• Task objective:
In the entries below, find the line with "2,8v-66l3,-18 -2,-22 4,-18" and the line with "9,25 0,31 -2,0". Reproduce those two lines and every line between them exactly, and nothing more.

[Entries taken from a collection]
■ ■ ■ ■ ■

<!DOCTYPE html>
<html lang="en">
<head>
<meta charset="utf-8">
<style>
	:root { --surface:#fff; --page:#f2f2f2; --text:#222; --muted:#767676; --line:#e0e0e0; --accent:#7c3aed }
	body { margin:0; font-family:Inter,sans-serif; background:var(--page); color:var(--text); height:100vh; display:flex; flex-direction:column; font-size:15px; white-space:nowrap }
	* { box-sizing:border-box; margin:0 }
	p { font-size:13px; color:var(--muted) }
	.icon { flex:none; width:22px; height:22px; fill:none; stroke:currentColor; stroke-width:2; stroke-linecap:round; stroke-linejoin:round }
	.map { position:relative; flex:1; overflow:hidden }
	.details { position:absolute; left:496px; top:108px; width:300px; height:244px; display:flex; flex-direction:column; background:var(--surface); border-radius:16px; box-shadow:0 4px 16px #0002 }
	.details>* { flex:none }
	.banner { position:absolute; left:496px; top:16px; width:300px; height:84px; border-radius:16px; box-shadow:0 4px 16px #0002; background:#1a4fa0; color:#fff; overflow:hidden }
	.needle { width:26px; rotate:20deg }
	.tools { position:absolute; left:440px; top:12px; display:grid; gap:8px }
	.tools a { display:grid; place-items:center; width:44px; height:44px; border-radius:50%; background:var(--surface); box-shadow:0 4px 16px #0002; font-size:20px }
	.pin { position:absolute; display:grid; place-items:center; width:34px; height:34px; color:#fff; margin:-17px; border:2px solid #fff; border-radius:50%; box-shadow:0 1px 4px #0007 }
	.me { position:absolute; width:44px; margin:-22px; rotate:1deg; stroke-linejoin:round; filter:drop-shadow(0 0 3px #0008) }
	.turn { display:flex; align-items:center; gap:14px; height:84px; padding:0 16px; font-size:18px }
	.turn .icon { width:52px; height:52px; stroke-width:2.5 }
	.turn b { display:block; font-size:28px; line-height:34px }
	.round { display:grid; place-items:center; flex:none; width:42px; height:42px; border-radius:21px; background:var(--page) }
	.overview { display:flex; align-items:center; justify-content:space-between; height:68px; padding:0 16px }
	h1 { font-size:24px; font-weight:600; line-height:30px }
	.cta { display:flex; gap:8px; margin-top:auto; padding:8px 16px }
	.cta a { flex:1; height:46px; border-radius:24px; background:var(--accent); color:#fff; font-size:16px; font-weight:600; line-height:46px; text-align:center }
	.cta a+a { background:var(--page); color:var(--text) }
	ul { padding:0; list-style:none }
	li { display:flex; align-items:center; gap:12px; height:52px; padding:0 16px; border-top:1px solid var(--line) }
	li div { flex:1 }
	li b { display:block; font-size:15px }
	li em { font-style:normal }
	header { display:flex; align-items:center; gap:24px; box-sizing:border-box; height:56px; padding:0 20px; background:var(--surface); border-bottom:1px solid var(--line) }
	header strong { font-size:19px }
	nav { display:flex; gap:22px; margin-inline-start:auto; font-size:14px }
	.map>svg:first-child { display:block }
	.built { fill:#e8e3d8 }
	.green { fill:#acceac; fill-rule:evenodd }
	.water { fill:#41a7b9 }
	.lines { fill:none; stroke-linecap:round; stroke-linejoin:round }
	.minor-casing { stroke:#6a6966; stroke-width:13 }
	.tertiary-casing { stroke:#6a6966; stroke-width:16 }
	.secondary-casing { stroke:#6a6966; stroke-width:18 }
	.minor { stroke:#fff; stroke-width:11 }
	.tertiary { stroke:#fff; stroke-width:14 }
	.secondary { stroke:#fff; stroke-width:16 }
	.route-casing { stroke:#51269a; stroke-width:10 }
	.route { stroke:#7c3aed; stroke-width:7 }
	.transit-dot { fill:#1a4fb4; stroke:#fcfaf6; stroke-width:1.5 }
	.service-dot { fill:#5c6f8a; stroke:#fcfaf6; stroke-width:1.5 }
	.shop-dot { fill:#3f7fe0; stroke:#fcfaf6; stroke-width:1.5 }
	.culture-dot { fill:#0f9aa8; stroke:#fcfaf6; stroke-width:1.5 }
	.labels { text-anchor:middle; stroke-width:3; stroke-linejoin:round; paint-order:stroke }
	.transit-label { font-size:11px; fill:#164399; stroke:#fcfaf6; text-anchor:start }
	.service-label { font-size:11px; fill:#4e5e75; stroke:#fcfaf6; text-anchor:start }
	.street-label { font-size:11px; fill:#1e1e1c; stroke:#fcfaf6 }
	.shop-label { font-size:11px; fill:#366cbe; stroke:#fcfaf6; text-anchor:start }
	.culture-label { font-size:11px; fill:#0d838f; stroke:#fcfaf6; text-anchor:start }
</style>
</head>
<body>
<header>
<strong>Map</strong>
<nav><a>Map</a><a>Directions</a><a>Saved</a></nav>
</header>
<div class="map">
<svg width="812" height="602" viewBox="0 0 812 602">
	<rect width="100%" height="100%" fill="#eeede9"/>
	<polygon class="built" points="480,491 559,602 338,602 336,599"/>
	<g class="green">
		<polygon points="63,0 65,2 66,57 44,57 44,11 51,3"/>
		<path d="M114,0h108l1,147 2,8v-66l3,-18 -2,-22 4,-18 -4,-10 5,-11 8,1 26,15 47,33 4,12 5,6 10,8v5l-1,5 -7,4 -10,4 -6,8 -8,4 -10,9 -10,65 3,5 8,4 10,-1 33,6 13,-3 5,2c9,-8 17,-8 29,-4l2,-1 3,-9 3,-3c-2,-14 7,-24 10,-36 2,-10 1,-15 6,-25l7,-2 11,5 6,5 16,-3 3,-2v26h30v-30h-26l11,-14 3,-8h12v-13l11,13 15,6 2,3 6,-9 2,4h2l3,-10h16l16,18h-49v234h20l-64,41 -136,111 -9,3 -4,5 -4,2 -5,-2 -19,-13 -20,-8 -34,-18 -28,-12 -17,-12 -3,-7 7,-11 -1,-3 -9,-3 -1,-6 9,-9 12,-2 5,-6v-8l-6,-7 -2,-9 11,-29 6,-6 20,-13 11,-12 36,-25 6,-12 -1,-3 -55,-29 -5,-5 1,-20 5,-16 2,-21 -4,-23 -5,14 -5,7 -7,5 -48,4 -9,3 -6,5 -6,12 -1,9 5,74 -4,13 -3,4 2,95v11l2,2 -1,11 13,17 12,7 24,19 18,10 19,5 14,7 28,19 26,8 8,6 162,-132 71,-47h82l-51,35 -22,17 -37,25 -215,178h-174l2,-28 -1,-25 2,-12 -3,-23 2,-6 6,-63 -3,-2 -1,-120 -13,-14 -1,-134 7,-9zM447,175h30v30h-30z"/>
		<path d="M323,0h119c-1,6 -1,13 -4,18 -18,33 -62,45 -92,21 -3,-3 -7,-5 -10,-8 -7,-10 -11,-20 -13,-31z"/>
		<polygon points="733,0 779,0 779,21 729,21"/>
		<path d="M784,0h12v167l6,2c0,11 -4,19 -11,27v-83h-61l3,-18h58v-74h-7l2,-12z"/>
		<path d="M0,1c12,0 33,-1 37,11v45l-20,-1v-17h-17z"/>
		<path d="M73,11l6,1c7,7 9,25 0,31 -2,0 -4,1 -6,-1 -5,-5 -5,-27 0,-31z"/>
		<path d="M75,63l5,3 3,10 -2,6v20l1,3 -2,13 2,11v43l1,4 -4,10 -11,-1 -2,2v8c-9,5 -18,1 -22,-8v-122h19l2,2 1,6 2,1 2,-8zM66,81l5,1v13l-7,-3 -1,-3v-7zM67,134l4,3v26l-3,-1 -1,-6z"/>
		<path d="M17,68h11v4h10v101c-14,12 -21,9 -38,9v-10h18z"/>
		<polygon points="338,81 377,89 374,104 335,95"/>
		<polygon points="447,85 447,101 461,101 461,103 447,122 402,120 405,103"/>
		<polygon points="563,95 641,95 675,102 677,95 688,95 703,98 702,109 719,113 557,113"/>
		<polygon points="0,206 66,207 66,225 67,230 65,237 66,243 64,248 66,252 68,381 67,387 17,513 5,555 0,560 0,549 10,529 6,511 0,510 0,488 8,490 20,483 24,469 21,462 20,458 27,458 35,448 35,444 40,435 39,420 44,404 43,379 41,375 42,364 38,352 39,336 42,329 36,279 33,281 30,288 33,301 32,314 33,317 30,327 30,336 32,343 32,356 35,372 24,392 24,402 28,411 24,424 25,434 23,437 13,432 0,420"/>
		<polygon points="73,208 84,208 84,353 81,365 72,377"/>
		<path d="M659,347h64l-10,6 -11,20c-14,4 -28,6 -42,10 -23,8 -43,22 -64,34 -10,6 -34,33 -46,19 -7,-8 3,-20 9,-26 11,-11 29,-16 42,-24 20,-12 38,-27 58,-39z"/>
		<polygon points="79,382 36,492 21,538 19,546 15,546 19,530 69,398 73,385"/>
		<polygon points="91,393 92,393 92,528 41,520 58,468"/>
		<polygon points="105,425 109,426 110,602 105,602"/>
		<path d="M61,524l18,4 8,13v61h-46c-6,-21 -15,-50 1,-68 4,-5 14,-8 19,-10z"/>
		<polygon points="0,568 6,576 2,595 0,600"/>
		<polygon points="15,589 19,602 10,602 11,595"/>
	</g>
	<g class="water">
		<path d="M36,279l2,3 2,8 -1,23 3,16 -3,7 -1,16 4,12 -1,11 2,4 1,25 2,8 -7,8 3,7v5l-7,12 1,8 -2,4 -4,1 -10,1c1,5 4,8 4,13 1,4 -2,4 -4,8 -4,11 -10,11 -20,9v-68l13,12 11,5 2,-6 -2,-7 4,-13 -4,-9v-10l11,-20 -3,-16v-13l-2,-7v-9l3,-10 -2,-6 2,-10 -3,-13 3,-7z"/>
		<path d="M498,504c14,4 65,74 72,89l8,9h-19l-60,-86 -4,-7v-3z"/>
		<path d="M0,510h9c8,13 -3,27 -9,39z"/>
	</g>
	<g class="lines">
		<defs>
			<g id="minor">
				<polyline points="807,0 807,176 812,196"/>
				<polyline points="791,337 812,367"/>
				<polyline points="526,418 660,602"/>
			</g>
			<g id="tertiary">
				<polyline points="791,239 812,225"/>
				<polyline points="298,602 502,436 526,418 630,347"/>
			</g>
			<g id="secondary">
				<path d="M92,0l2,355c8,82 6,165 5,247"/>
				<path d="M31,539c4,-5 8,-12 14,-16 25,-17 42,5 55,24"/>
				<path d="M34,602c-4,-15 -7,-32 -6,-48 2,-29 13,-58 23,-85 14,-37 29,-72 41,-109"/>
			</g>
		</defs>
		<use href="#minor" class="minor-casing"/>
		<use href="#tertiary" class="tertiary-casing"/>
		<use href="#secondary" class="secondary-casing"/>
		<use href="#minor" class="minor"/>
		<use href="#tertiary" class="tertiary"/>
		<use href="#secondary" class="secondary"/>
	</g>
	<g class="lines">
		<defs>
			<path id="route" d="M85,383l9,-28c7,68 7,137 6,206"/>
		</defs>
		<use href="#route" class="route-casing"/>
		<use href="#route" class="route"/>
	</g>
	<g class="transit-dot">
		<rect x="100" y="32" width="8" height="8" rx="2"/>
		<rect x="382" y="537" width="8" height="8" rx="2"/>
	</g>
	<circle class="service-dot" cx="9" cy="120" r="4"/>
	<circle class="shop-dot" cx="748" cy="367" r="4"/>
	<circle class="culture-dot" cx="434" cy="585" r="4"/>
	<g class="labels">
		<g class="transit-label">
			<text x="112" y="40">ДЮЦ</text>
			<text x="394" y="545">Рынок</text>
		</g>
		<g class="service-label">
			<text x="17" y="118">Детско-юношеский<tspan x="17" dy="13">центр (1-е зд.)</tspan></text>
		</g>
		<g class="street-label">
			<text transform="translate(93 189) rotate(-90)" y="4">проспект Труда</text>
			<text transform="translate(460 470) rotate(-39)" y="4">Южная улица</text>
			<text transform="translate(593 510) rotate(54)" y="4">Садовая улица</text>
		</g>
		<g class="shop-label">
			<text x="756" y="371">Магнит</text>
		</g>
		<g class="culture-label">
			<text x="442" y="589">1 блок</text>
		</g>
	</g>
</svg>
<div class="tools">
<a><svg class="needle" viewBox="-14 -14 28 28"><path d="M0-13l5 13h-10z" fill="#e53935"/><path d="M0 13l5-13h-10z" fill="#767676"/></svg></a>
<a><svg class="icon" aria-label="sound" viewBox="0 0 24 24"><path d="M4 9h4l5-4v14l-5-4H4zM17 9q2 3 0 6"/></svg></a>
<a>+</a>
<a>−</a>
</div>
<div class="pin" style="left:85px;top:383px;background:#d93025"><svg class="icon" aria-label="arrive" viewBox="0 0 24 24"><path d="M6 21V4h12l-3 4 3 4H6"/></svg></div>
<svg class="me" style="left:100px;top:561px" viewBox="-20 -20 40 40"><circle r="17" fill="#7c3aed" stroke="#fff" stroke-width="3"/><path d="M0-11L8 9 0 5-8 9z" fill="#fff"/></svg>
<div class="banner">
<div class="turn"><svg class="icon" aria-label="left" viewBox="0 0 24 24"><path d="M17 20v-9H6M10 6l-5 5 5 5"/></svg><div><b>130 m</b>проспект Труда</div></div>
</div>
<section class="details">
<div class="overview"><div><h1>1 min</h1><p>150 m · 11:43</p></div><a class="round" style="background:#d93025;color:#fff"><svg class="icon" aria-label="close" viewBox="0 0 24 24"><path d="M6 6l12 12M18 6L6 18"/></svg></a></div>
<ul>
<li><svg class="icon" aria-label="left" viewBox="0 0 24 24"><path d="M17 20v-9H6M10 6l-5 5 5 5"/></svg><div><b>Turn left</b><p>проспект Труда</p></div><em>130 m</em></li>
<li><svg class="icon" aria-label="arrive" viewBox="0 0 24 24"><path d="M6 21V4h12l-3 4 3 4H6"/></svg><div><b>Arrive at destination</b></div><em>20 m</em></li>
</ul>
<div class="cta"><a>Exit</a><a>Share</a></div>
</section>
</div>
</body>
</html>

■ ■ ■ ■ ■

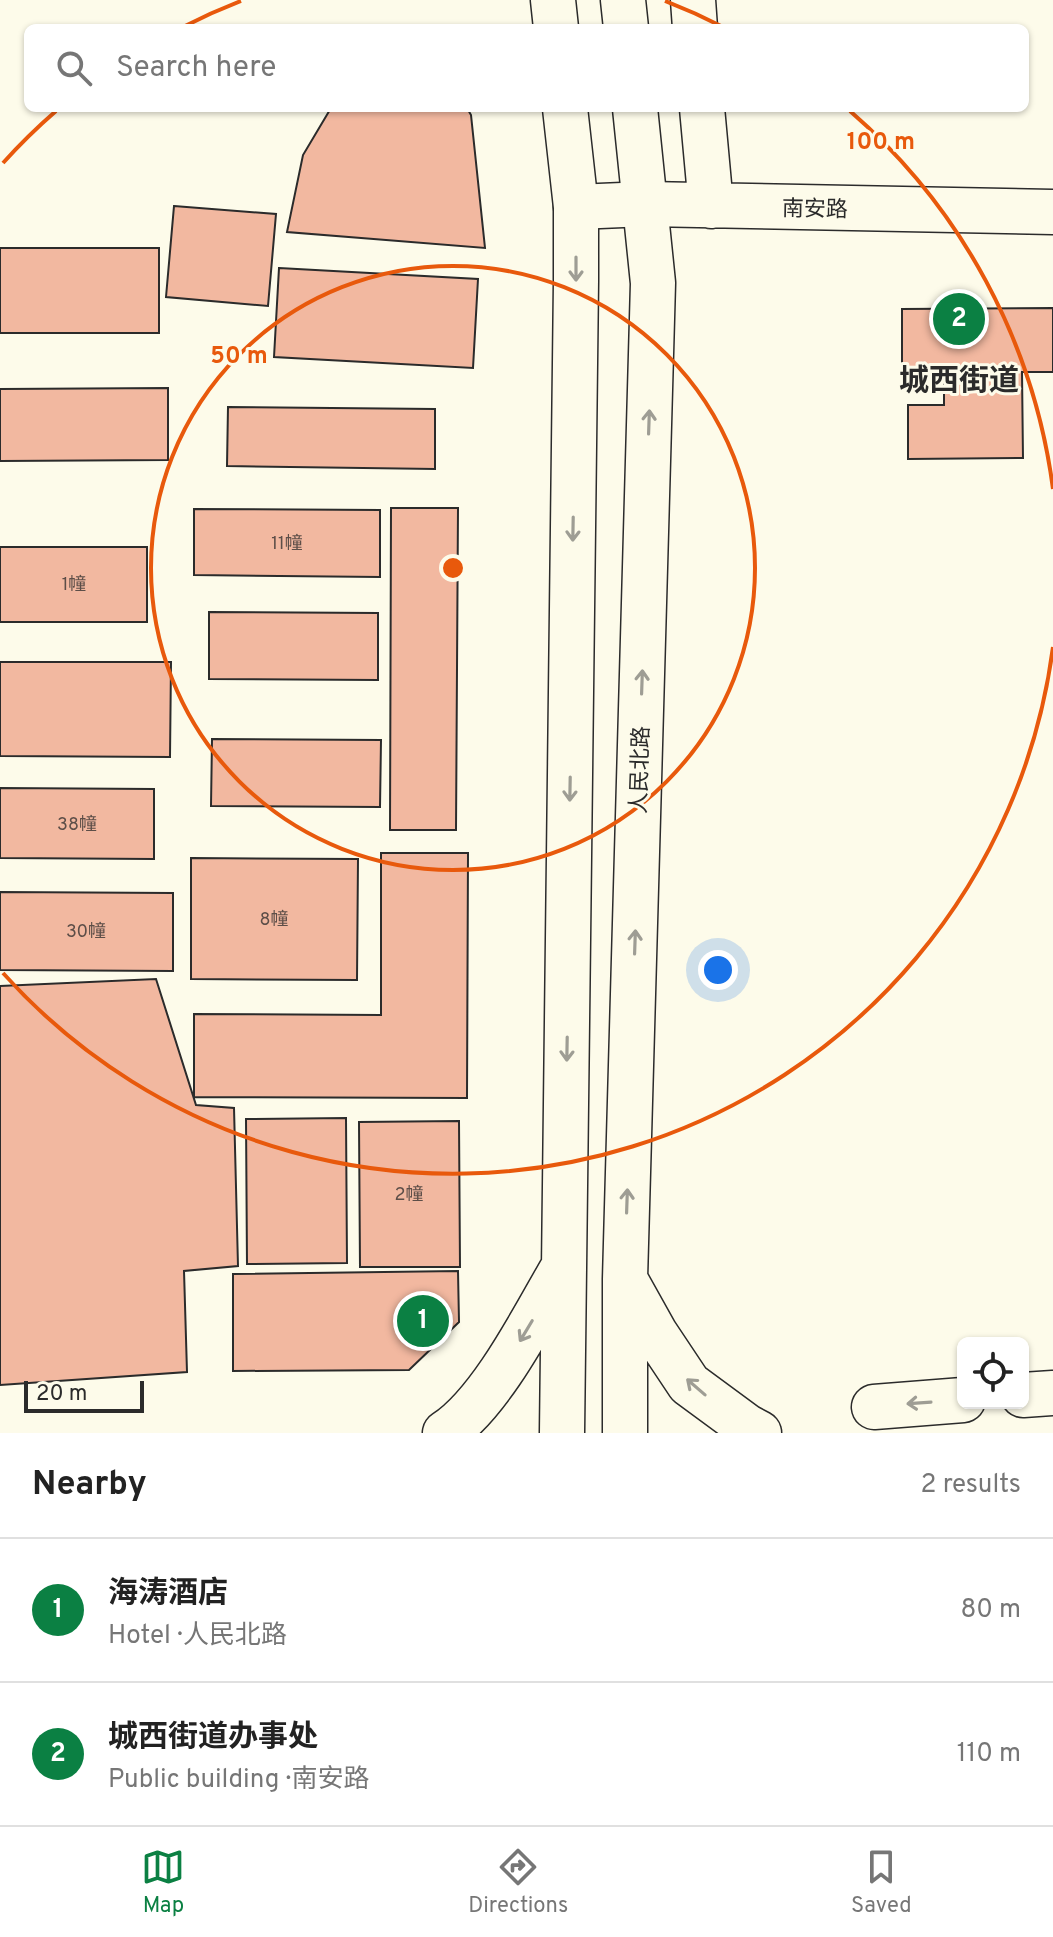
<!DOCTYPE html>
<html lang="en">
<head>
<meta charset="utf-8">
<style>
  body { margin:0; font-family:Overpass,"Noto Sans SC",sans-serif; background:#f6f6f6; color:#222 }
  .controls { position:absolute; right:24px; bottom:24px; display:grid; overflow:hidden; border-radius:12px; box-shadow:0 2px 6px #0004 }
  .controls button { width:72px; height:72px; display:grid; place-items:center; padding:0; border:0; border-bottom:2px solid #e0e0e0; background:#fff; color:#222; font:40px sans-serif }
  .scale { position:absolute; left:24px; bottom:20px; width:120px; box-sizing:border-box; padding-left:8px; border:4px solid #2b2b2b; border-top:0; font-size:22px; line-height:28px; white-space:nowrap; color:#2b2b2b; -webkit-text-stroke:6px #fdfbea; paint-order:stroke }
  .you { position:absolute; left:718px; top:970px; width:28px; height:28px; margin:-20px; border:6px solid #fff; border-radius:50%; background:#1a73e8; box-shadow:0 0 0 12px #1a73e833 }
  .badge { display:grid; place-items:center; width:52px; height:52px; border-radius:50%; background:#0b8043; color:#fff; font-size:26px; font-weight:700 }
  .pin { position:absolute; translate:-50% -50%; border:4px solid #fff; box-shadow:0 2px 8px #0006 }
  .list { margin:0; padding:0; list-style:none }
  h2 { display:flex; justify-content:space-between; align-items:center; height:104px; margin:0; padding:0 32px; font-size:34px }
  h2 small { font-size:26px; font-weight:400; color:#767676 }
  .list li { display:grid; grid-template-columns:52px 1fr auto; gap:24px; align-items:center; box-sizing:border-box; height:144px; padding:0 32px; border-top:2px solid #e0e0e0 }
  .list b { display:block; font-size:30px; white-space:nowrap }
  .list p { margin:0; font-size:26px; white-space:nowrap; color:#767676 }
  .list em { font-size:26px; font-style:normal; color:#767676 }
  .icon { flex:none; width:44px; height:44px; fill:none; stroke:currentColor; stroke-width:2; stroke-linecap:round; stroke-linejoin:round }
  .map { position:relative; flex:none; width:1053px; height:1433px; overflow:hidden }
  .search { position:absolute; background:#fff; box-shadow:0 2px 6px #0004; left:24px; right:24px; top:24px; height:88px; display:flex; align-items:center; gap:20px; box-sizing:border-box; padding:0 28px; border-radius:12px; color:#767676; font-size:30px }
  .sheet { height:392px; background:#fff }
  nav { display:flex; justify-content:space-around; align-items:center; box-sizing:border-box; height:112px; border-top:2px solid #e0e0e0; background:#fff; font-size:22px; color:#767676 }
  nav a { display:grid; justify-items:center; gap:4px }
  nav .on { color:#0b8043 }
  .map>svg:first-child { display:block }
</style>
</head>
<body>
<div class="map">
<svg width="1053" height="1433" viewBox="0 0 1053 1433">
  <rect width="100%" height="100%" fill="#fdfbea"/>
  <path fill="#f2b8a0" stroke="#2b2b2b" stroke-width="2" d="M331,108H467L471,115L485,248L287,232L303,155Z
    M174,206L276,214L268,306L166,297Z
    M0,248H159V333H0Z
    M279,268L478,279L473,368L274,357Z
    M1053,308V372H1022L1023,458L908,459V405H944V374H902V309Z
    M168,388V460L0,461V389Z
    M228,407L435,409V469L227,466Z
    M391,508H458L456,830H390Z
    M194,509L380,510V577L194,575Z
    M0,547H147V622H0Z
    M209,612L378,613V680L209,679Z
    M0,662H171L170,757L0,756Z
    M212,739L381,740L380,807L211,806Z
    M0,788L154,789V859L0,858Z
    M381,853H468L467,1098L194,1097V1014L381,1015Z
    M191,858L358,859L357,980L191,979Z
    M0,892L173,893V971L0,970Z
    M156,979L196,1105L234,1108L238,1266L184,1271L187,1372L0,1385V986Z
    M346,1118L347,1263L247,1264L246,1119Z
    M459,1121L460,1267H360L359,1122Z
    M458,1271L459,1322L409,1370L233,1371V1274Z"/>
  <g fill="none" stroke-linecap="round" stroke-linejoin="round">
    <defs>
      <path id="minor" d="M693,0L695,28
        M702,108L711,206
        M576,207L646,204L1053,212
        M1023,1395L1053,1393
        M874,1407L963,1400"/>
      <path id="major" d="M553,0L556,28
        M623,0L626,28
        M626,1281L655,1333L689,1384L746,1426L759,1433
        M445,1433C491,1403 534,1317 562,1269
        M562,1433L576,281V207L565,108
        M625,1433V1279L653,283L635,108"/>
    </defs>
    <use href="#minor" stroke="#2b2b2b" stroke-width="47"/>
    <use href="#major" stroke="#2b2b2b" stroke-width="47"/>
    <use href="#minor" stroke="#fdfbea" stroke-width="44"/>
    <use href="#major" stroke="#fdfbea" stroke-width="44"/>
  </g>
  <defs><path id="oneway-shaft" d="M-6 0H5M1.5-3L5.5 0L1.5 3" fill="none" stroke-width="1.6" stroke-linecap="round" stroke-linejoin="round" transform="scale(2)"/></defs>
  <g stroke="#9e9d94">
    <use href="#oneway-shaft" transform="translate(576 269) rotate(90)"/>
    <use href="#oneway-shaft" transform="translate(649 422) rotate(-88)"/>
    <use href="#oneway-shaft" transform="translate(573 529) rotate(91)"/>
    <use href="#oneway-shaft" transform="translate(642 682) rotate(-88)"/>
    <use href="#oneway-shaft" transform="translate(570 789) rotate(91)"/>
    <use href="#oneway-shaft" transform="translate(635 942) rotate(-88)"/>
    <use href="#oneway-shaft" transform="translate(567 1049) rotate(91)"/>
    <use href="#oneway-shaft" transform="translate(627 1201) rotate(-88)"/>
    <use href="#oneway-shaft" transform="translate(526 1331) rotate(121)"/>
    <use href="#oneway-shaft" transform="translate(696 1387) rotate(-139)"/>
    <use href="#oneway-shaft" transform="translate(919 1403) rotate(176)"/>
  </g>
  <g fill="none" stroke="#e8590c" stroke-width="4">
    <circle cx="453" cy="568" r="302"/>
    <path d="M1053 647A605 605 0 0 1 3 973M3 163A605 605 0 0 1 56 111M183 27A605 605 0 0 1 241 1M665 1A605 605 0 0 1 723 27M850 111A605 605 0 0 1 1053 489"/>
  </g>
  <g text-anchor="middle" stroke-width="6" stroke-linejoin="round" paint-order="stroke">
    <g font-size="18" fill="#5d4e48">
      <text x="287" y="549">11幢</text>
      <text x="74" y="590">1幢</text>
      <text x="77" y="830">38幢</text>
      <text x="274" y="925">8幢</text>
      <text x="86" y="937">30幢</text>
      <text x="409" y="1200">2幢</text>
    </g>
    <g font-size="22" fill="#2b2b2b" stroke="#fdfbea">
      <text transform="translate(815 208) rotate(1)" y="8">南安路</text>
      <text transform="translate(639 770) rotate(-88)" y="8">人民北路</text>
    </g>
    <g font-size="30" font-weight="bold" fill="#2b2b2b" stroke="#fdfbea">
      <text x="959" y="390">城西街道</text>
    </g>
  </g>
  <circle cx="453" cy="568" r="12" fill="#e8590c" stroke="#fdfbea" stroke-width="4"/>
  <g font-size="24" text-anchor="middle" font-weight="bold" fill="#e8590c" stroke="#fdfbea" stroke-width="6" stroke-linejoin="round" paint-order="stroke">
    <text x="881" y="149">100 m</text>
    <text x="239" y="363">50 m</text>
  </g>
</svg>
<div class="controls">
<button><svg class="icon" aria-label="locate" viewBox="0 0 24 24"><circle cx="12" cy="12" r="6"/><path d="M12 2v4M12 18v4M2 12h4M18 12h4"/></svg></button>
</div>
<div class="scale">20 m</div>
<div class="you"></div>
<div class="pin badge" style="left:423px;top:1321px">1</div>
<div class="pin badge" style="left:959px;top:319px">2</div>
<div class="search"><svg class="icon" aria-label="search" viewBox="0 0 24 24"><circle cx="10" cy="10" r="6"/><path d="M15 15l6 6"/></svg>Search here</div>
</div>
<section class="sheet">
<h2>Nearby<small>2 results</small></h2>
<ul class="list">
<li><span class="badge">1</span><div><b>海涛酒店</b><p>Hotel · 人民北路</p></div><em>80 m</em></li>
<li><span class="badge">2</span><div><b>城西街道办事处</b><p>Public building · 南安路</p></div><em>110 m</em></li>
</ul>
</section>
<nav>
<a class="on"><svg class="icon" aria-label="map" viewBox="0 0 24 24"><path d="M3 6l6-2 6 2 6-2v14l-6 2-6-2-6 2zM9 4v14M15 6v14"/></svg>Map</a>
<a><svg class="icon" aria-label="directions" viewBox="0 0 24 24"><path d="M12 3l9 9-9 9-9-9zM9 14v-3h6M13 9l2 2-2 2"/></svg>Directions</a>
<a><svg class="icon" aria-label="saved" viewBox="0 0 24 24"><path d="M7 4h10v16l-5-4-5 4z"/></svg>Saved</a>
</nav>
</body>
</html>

■ ■ ■ ■ ■

• Task response:
		<path d="M114,0h108l1,147 2,8v-66l3,-18 -2,-22 4,-18 -4,-10 5,-11 8,1 26,15 47,33 4,12 5,6 10,8v5l-1,5 -7,4 -10,4 -6,8 -8,4 -10,9 -10,65 3,5 8,4 10,-1 33,6 13,-3 5,2c9,-8 17,-8 29,-4l2,-1 3,-9 3,-3c-2,-14 7,-24 10,-36 2,-10 1,-15 6,-25l7,-2 11,5 6,5 16,-3 3,-2v26h30v-30h-26l11,-14 3,-8h12v-13l11,13 15,6 2,3 6,-9 2,4h2l3,-10h16l16,18h-49v234h20l-64,41 -136,111 -9,3 -4,5 -4,2 -5,-2 -19,-13 -20,-8 -34,-18 -28,-12 -17,-12 -3,-7 7,-11 -1,-3 -9,-3 -1,-6 9,-9 12,-2 5,-6v-8l-6,-7 -2,-9 11,-29 6,-6 20,-13 11,-12 36,-25 6,-12 -1,-3 -55,-29 -5,-5 1,-20 5,-16 2,-21 -4,-23 -5,14 -5,7 -7,5 -48,4 -9,3 -6,5 -6,12 -1,9 5,74 -4,13 -3,4 2,95v11l2,2 -1,11 13,17 12,7 24,19 18,10 19,5 14,7 28,19 26,8 8,6 162,-132 71,-47h82l-51,35 -22,17 -37,25 -215,178h-174l2,-28 -1,-25 2,-12 -3,-23 2,-6 6,-63 -3,-2 -1,-120 -13,-14 -1,-134 7,-9zM447,175h30v30h-30z"/>
		<path d="M323,0h119c-1,6 -1,13 -4,18 -18,33 -62,45 -92,21 -3,-3 -7,-5 -10,-8 -7,-10 -11,-20 -13,-31z"/>
		<polygon points="733,0 779,0 779,21 729,21"/>
		<path d="M784,0h12v167l6,2c0,11 -4,19 -11,27v-83h-61l3,-18h58v-74h-7l2,-12z"/>
		<path d="M0,1c12,0 33,-1 37,11v45l-20,-1v-17h-17z"/>
		<path d="M73,11l6,1c7,7 9,25 0,31 -2,0 -4,1 -6,-1 -5,-5 -5,-27 0,-31z"/>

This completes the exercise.